SageMaker’s distributed data parallel library extends SageMaker’s training capabilities on deep learning models with near-linear scaling efficiency, achieving fast time-to-train with minimal code changes.

  • optimizes your training job for AWS network infrastructure and EC2 instance topology.

  • takes advantage of gradient update to communicate between nodes with a custom AllReduce algorithm.

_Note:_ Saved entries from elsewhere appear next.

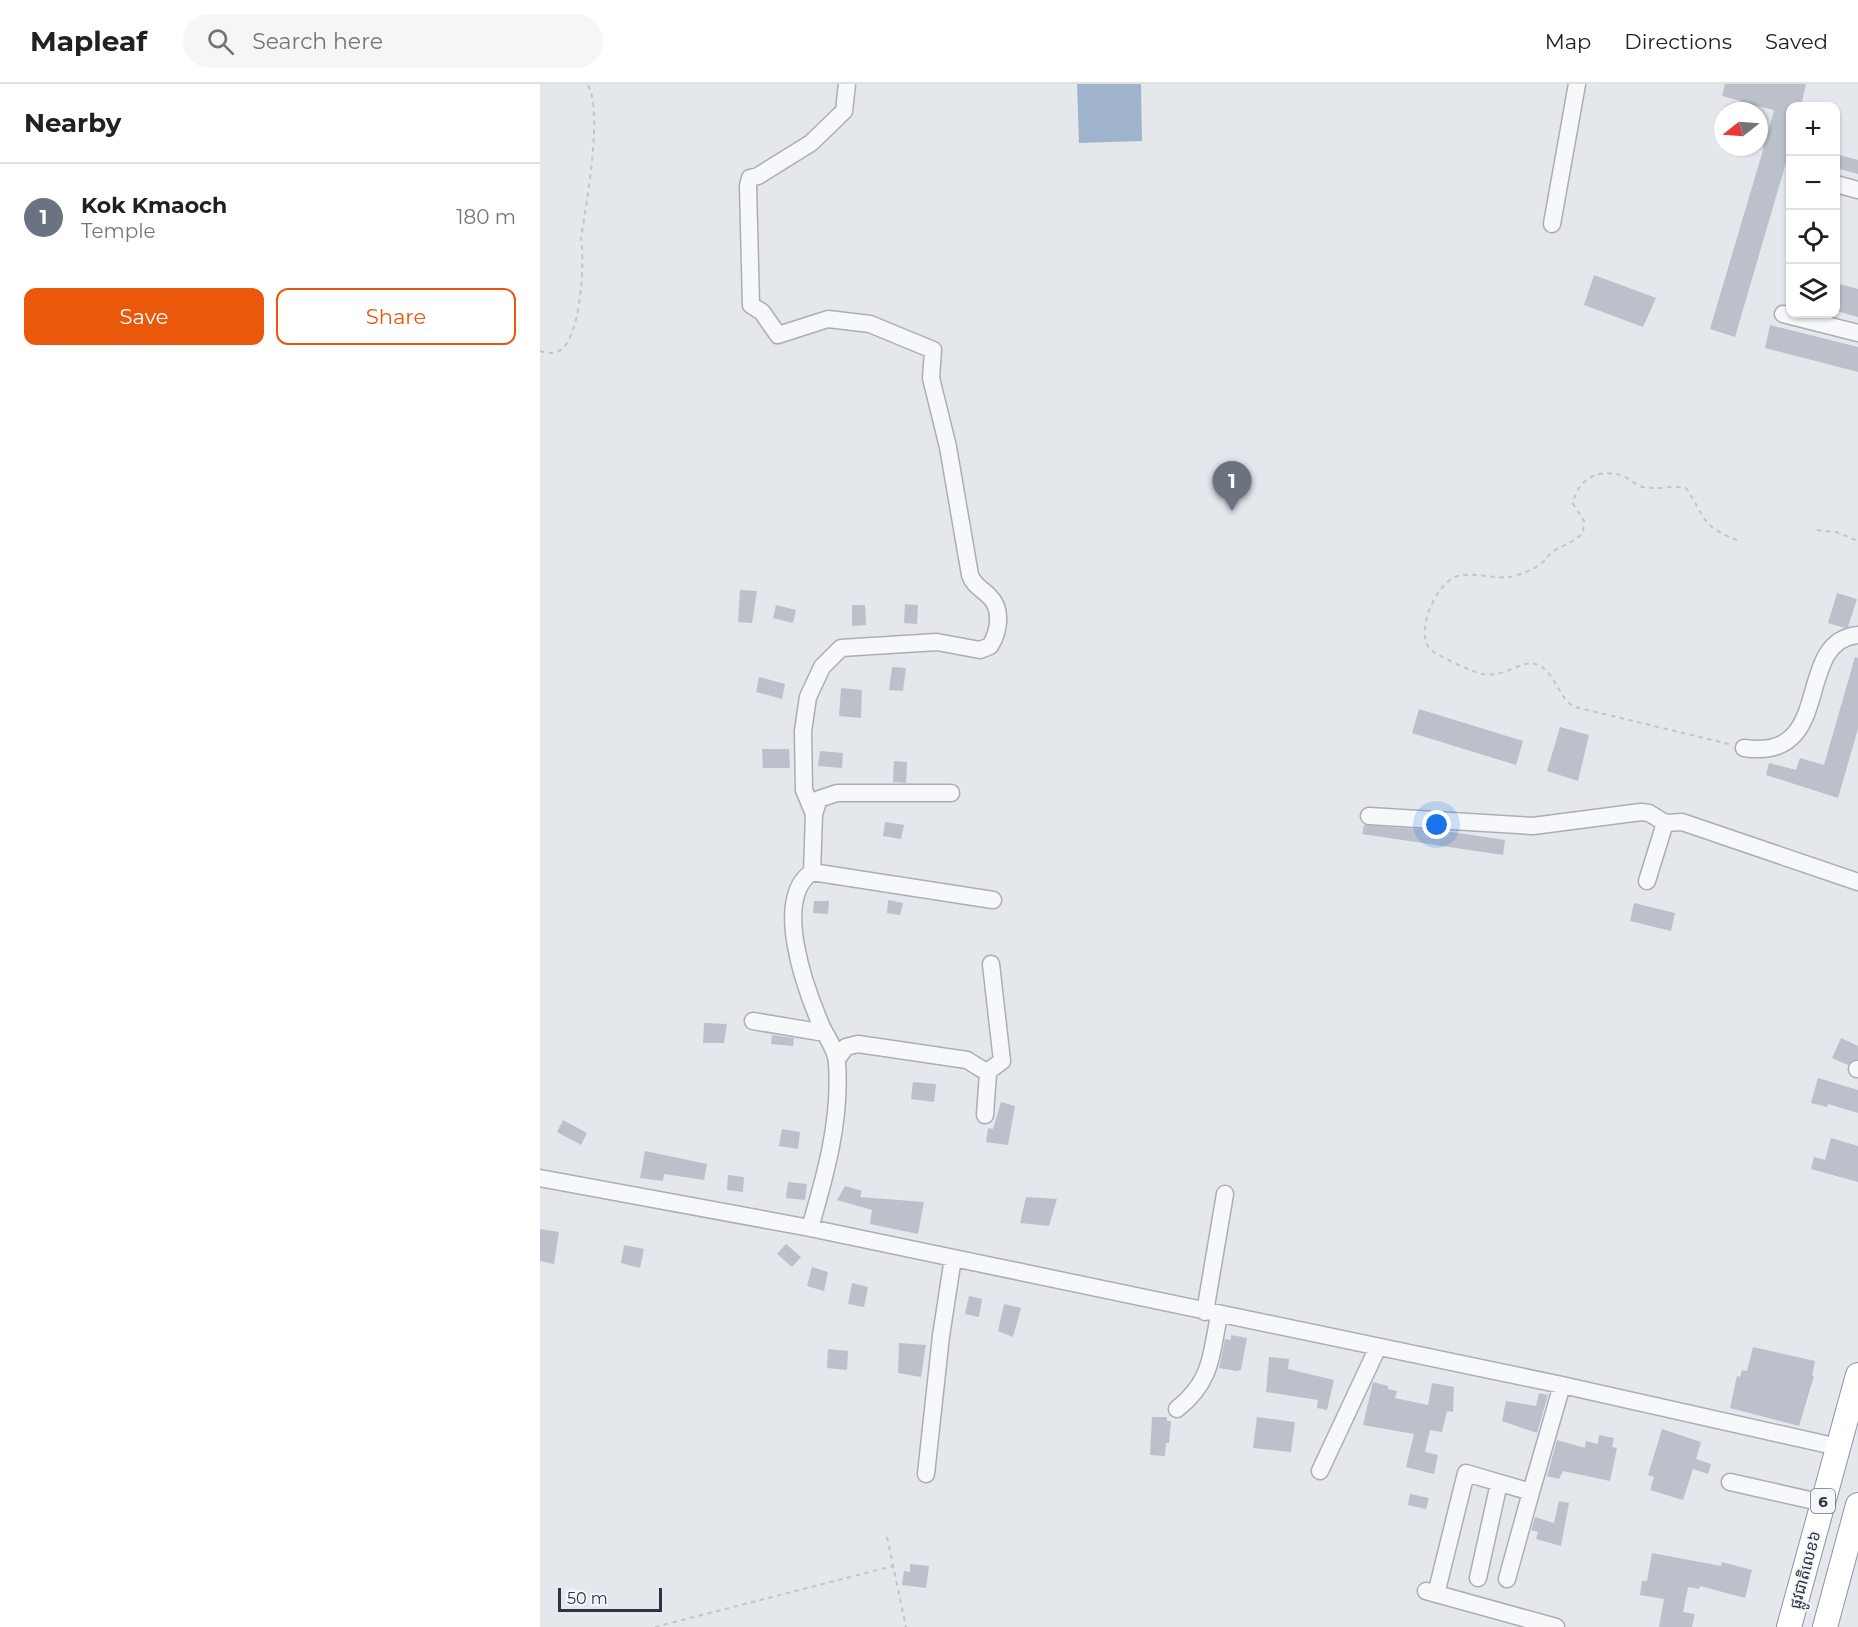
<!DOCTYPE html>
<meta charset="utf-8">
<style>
:root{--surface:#fff;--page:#f6f6f6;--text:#202124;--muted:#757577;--line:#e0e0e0;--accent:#ea580c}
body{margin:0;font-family:Montserrat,"Noto Sans Khmer",sans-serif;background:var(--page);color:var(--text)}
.controls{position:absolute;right:18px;top:18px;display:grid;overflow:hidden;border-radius:12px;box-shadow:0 2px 4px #0004}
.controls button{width:54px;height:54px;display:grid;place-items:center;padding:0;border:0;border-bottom:2px solid var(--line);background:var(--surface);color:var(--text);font:30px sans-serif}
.compass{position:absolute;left:1174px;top:18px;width:54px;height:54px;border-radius:50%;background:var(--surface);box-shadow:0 2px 4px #0004;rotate:253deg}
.scale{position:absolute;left:18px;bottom:15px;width:104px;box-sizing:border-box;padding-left:6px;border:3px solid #2b3445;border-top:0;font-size:16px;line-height:21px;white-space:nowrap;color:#2b3445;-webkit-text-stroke:4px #f4f6f9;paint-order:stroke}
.you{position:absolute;left:897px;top:741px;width:21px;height:21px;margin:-15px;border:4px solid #fff;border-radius:50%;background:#1a73e8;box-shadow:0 0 0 9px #1a73e833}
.badge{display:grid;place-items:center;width:39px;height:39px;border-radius:50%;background:var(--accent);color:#fff;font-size:20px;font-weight:700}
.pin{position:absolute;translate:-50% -50px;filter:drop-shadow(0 2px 3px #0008)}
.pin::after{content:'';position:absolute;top:32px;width:21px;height:18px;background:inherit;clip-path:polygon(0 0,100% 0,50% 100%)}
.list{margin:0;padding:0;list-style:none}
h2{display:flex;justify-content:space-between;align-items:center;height:78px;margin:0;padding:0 24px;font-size:26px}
h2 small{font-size:20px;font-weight:400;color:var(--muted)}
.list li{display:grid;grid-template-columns:39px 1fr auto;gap:18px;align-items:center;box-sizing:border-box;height:108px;padding:0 24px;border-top:2px solid var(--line)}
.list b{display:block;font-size:22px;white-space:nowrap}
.list p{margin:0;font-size:20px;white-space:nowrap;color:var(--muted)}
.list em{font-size:20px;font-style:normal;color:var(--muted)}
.actions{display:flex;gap:12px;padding:18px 24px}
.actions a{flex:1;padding:14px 0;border:2px solid var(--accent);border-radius:12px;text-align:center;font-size:21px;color:var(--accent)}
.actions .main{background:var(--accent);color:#fff}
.icon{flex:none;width:33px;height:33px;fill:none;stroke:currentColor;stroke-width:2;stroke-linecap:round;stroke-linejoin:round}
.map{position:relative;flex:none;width:1318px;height:1543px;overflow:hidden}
header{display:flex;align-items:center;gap:36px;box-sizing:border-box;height:84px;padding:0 30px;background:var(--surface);border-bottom:2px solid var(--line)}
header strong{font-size:28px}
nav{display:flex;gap:33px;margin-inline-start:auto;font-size:21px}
.search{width:420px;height:54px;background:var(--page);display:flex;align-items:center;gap:15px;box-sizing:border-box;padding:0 21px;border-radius:33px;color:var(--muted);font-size:22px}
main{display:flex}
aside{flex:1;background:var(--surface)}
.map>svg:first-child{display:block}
.water{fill:#9fb4cc}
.building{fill:#bbc0ca}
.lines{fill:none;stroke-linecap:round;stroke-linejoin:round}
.minor-casing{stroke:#a9aeb7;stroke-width:19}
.highway-casing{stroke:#8b94a3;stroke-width:26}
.path{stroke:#c2c5cb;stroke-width:2;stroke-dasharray:4.5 4.5;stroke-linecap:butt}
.minor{stroke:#f7f8fa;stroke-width:16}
.highway{stroke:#fff;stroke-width:24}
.labels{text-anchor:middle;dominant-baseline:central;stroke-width:4.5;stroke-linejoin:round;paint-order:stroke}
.shield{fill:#f4f6f9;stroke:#676e7b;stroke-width:1.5}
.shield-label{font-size:15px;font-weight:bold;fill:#2b3445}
.street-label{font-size:16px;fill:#2b3445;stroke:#f4f6f9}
</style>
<header>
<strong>Mapleaf</strong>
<div class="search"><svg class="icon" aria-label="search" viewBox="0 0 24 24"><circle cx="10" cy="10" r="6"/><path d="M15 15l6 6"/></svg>Search here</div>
<nav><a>Map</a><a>Directions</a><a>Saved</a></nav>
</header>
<main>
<aside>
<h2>Nearby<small></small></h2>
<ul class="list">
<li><span class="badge" style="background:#6b7280">1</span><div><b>Kok Kmaoch</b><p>Temple</p></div><em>180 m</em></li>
</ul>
<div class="actions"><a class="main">Save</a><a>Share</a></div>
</aside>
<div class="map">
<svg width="1318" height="1543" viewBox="0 0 1318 1543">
<rect width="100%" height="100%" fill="#e4e7ec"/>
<path class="water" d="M537 0H601L602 57 539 59Z"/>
<path class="building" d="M1185 0H1266L1261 22H1251V73L1248 72 1195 253 1170 245 1223 66 1224 52 1227 53 1234 26 1213 21 1212 24 1201 21V17L1182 12Z
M1296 70 1318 76V90L1296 84Z
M1054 191 1116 214 1103 243 1044 221Z
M1296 199 1318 205V233L1296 227Z
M1230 241 1318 263V288L1225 264Z
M200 506 217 507 212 539 198 538Z
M1297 509 1317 515 1308 543 1305 544 1288 539Z
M365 520 378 521 377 540 364 539Z
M236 521 256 526 253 539 233 534Z
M312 521H325L326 541 312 542Z
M1315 573 1318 574V645L1298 714 1226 691 1229 679 1256 686 1260 674 1284 681Z
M352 583 366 584 363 607 349 606Z
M219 593 245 600 242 615 216 608Z
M301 604 322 606 321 634 299 632Z
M879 625 983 657 976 681 872 649Z
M1020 643 1049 651 1038 697 1007 687Z
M222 665H249L250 684H223Z
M280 667 303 669 302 684 278 682Z
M354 677 367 678 366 699 353 698Z
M345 738 364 741 361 755 343 752Z
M824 741 905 747 965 756 963 771 822 750Z
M348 816 363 819 360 831 347 829Z
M274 817H289L288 830 273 829Z
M1094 819 1135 829 1131 847 1090 837Z
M164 939 187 940 184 959H163Z
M232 951 254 954 253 962 231 960Z
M1301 954 1318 962V975L1308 981 1292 974Z
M1278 994 1318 1006V1029L1288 1020 1287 1023 1271 1019Z
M373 998 396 1000 394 1018 371 1015Z
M461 1018 475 1022 468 1061 446 1058 448 1044 453 1045Z
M23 1036 47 1049 41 1061 17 1048Z
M242 1045 260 1048 258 1065 239 1062Z
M1291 1054 1318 1062V1098L1271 1085 1274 1073 1285 1076Z
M105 1067 167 1080 164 1096 124 1090 123 1097 100 1094Z
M188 1091 204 1093 203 1108 187 1106Z
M248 1098 267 1100 265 1116 246 1114Z
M305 1102 322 1107 320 1113 384 1118 378 1150 330 1140 332 1126 297 1116Z
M486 1113 517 1115 509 1142 480 1139Z
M0 1145 19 1148 14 1180 0 1177Z
M246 1160 261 1173 252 1183 237 1170Z
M84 1161 104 1165 100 1184 81 1179Z
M272 1183 288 1188 284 1207 267 1202Z
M312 1199 328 1203 324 1223 308 1220Z
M429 1212 442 1215 439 1233 425 1230Z
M464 1220 481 1224 473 1253 458 1247Z
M691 1251 707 1254 701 1286 697 1287 679 1284 685 1255 691 1256Z
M359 1259 386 1261 381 1293 358 1289Z
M1213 1263 1275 1277 1272 1292H1274L1259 1342 1190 1324 1197 1292 1200 1293 1202 1286 1207 1287Z
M288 1265 308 1267 307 1286 287 1284Z
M729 1273 749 1275 748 1285 794 1296 787 1326 777 1324 778 1316 726 1308Z
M833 1298 848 1302V1305L857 1307 855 1314 888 1321 892 1299 914 1303 913 1328 907 1327 902 1348 890 1346 885 1368 898 1371 894 1390 866 1383 874 1350 823 1341Z
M999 1309 1008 1311 997 1349 962 1337 966 1317 996 1322Z
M612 1333H627V1337H631L629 1359H626L625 1372 610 1371Z
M717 1333 755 1338 751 1368 713 1364Z
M1122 1345 1161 1358 1156 1375 1171 1380 1168 1390 1153 1385 1143 1416 1110 1406 1114 1393 1108 1391Z
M1059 1351 1074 1354 1072 1363 1077 1364 1070 1397 1023 1387 1019 1395 1007 1392 1017 1356 1045 1364 1046 1357 1058 1360Z
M870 1410 889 1414 886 1425 868 1421Z
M1019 1417 1029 1419 1021 1462 996 1455 998 1448 991 1446 995 1433 1014 1439Z
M1112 1469 1181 1482 1182 1478 1212 1486 1205 1514 1160 1502 1159 1505 1148 1503 1143 1528 1155 1530 1152 1543H1119L1124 1515 1100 1511 1102 1497H1107Z
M370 1480 389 1482 386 1504 362 1501 364 1487 370 1488Z"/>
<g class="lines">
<defs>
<path id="minor" d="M1296 100 1318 106
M1012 140 1037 0
M1243 230 1318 249
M1204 664C1297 678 1252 557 1318 551
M274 730 279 715 297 709H411
M829 732 993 742 1101 728 1109 729 1125 739
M272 788 453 816
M1107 797 1125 739 1142 738 1318 798
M213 937 285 949
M297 975 306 963 318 960 427 976 448 989 445 1031
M1317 985H1318
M447 988 462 977 451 880
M0 1094 270 1144 1022 1301 1298 1363
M270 1144C286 1089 301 1036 297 979 297 966 286 953 281 941 266 906 232 815 272 788L274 730 264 706 263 647 268 613 282 583 301 564 397 558 440 566 450 562C459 548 463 525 449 512 441 504 434 502 430 491L408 363 391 294 393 266 330 240 288 235 238 251 222 228 211 221 208 102 210 94 218 92 271 59 304 27 307 0
M665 1228 685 1110
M637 1325C672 1297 671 1272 679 1231
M780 1387 838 1263
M386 1390 401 1252 413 1174
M1190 1398 1283 1419
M991 1408 1022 1301
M938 1494 959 1399
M886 1507 1016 1543
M896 1510 926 1389 991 1408 967 1495"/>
<path id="highway" d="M1249 1543 1318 1291
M1285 1543 1318 1421"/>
</defs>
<use href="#minor" class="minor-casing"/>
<use href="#highway" class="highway-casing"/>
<path class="path" d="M0 267C6 269 12 270 19 267 41 256 45 176 41 154 46 123 64 23 47 0
M1277 446 1296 448 1318 457
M1189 660 1035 623C1017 614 1015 585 995 580 981 576 964 594 942 590 931 587 896 572 889 564 876 545 896 501 915 493 930 487 953 495 970 493 979 491 996 485 1003 478 1007 475 1008 471 1012 468 1024 461 1033 458 1043 449L1044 437 1033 420C1037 393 1063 382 1087 394 1093 397 1097 402 1103 403 1118 406 1132 401 1146 404 1168 436 1158 440 1199 457
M347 1453 366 1543
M115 1543 353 1482"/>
<use href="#minor" class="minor"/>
<use href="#highway" class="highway"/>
</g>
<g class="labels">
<rect class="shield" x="1271" y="1405" width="24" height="24" rx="4.5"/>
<g class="shield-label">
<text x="1283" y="1417">6</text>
</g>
<g class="street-label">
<text transform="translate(1265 1486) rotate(-75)">ផ្លូវជាតិលេខ៦</text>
</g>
</g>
</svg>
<div class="controls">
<button>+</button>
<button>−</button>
<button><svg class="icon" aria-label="locate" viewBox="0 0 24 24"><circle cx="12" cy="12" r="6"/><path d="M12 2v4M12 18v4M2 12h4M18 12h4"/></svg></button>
<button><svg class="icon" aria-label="layers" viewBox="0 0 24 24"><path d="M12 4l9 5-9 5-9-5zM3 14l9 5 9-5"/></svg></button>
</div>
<svg class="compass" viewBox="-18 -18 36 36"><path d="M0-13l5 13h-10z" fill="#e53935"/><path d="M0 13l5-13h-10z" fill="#757577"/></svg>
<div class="scale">50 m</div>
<div class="you"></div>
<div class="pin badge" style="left:692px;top:427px;background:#6b7280">1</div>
</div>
</main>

When training a model on a large amount of data, machine learning practitioners will often turn to distributed training to reduce the time to train. In some cases, where time is of the essence, the business requirement is to finish training as quickly as possible or at least within a constrained time period. Then, distributed training is scaled to use a cluster of multiple nodes, meaning not just multiple GPUs in a computing instance, but multiple instances with multiple GPUs. As the cluster size increases, so does the significant drop in performance. This drop in performance is primarily caused the communications overhead between nodes in a cluster.

Important

The distributed data parallel library only supports training jobs using CUDA 11. When you define a PyTorch or TensorFlow Estimator with dataparallel parameter enabled set to True, it uses CUDA 11. When you extend or customize your own training image you must use a CUDA 11 base image. See SageMaker Python SDK’s distributed data parallel library APIs for more information.

Customize your training script

To customize your own training script, you will need the following:

  • You must provide TensorFlow / PyTorch training scripts that are adapted to use the distributed data parallel library.

  • Your input data must be in an S3 bucket or in FSx in the AWS region that you will use to launch your training job. If you use the Jupyter notebooks provided, create a SageMaker notebook instance in the same region as the bucket that contains your input data. For more information about storing your training data, refer to the SageMaker Python SDK data inputs documentation.

Use the API guides for each framework to see examples of training scripts that can be used to convert your training scripts. Then use one of the example notebooks as your template to launch a training job. You’ll need to swap your training script with the one that came with the notebook and modify any input functions as necessary. Once you have launched a training job, you can monitor it using CloudWatch.

Then you can see how to deploy your trained model to an endpoint by following one of the example notebooks for deploying a model. Finally, you can follow an example notebook to test inference on your deployed model.